21      In this instance, the Court considers that it has sufficient information from the documents submitted and the arguments presented by the parties during the written procedure. The Court, having all the evidence required in order to give a ruling, therefore decides that there is no need to open the oral part of the procedure.

22      In its defence, the Commission contends that the action is inadmissible as the applicants do not have legal standing to bring proceedings for annulment of the contested decision. The applicants maintain that they have legal standing to bring such proceedings, both on the basis of the criteria set out in the judgment of 15 July 1963, Plaumann v Commission (25/62, EU:C:1963:17, pp. 95, 107) and as ‘interested parties’ within the meaning of Article 1(h) of Council Regulation (EC) No 659/1999 laying down rules for the application of Article [108 TFEU] (OJ 1999 L 83, p. 1). 

23      After hearing the applicants, the Court considers that it is necessary to examine of its own motion whether they have an interest in seeking the annulment of the contested decision. 
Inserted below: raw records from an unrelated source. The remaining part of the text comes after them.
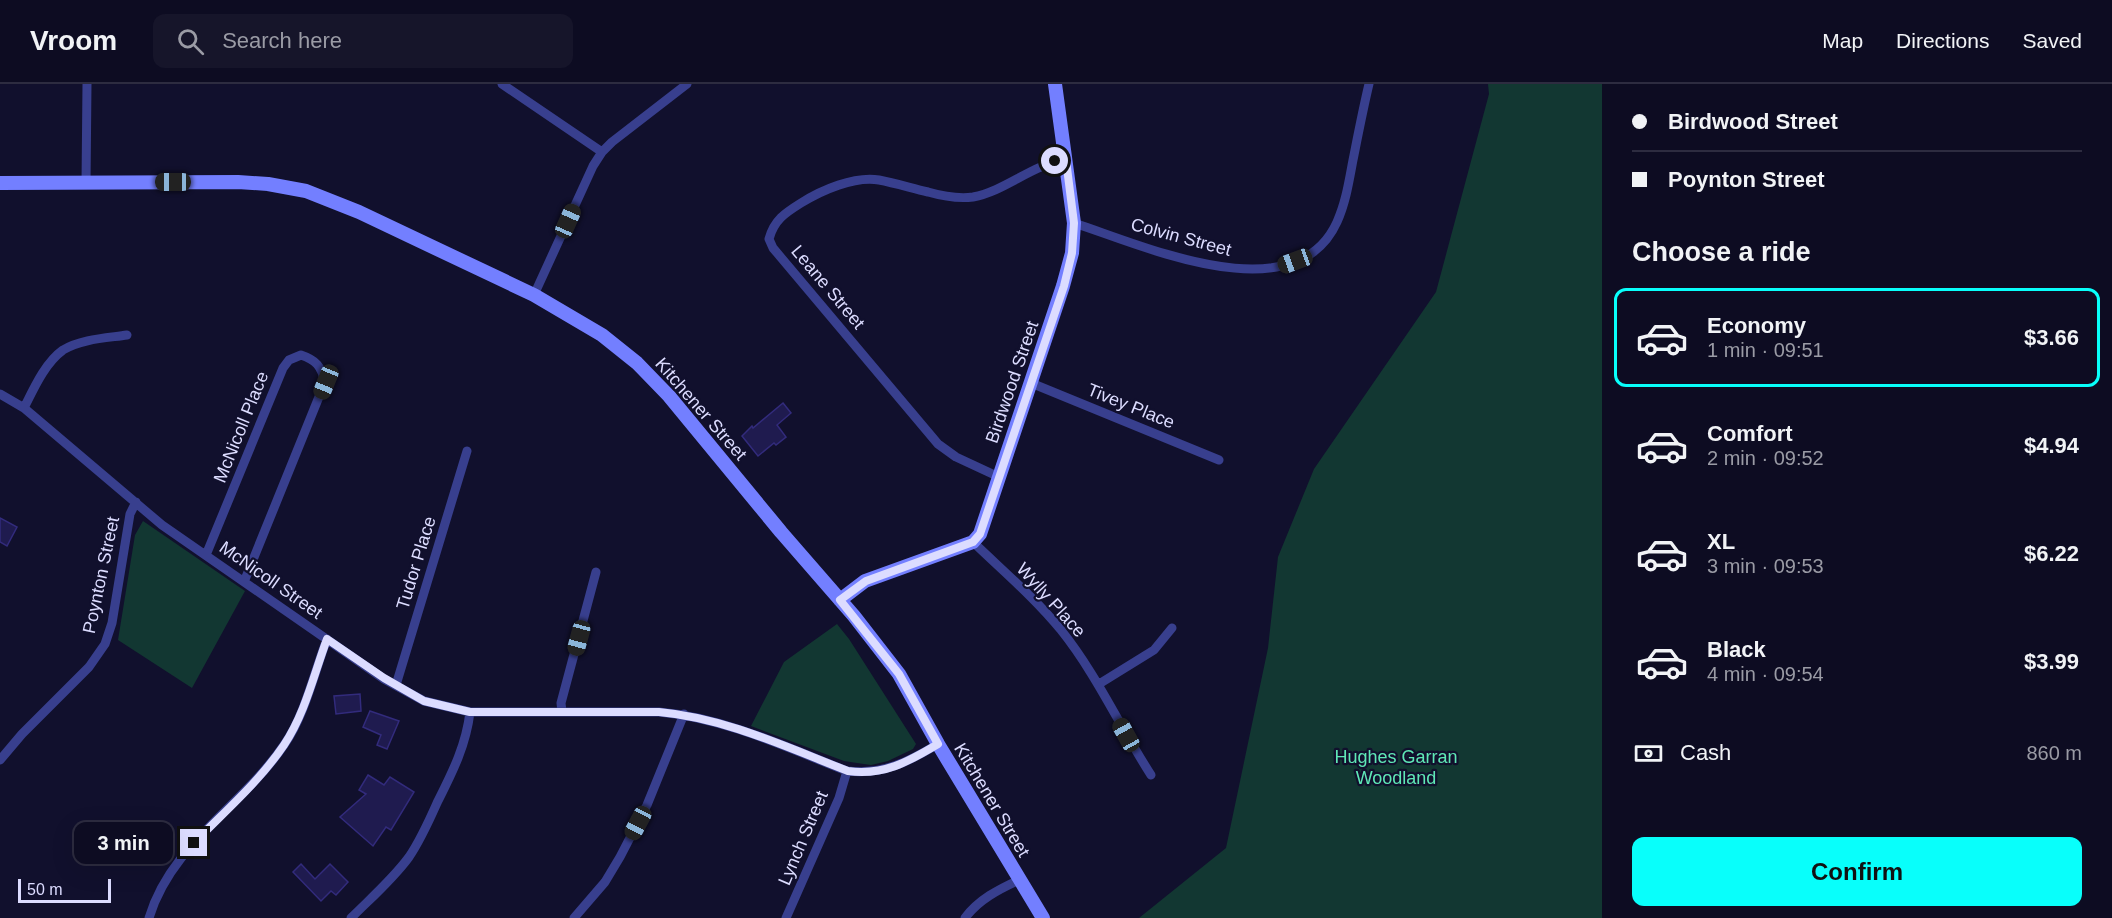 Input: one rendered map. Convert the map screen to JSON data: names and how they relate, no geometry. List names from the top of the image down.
{
  "streets": {
    "street": [
      "Colvin Street",
      "Leane Street",
      "Birdwood Street",
      "Tivey Place",
      "Kitchener Street",
      "McNicoll Place",
      "Tudor Place",
      "Poynton Street",
      "McNicoll Street",
      "Wylly Place",
      "Lynch Street"
    ]
  },
  "crossings": [
    ["Colvin Street", "Birdwood Street"],
    ["Leane Street", "Birdwood Street"],
    ["Birdwood Street", "Tivey Place"],
    ["Birdwood Street", "Wylly Place"],
    ["Kitchener Street", "McNicoll Street"],
    ["McNicoll Place", "McNicoll Street"],
    ["Tudor Place", "McNicoll Street"],
    ["Poynton Street", "McNicoll Street"],
    ["McNicoll Street", "Lynch Street"]
  ],
  "parks": ["Hughes Garran Woodland"],
  "scale_bar": "50 m",
  "page": {
    "header": "Vroom",
    "search": "Search here",
    "nav": ["Map", "Directions", "Saved"],
    "banner": ["Birdwood Street", "Poynton Street"],
    "heading": "Choose a ride",
    "list": [
      {
        "name": "Economy",
        "note": "1 min · 09:51",
        "value": "$3.66"
      },
      {
        "name": "Comfort",
        "note": "2 min · 09:52",
        "value": "$4.94"
      },
      {
        "name": "XL",
        "note": "3 min · 09:53",
        "value": "$6.22"
      },
      {
        "name": "Black",
        "note": "4 min · 09:54",
        "value": "$3.99"
      }
    ],
    "pay": ["Cash", "860 m"],
    "bubble": "3 min",
    "buttons": "Confirm",
    "scale": "50 m"
  }
}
24      In accordance with settled case-law, an action for annulment brought by a natural or legal person is admissible only in so far as that person has an interest in the annulment of the contested measure. That interest must be a vested and present interest and be assessed as at the day on which the application is made; it must also continue until the final decision is given in the case (see order of 26 March 2014, Adorisio and Others v Commission, T‑321/13, not published, EU:T:2014:175, paragraph 20 and the case-law cited). 

25      In order for such an interest to be present, the annulment of the measure must of itself be capable of having legal consequences or, in accordance with a different form of words, the action must be liable, if successful, to procure an advantage for the party who has brought it (see order of 26 March 2014, Adorisio and Others v Commission, T‑321/13, not published, EU:T:2014:175, paragraph 21 and the case-law cited). 

26      The Courts of the European Union may also examine, where appropriate, whether the Commission’s finding has binding legal effects such as to affect an applicant’s interests (see order of 26 March 2014, Adorisio and Others v Commission, T‑321/13, not published, EU:T:2014:175, paragraph 22 and the case-law cited).

27      In their reply to the questions put by the Court, the applicants justified their claim that they have an interest in bringing proceedings for annulment of the contested decision on account of the particularly negative effects of the decision of the Portuguese authorities to put BES into resolution and, in that context, the decision not to transfer their bonds to the Bridge Bank. The applicants submit that the annulment of the contested decision would very significantly increase the likelihood of success in the judicial review proceedings before the national courts and add that the consequence of such success would be either the annulment of the resolution of BES or a right to bring an action for damages. 

28      As the applicants themselves acknowledge, the fall in the value of the bonds they hold is attributable to the decision of the Portuguese authorities to have recourse to a resolution procedure entailing the arrangements set out in paragraph 4 above and, in that context, not to transfer bonds of the kind held by the applicants to the Bridge Bank. 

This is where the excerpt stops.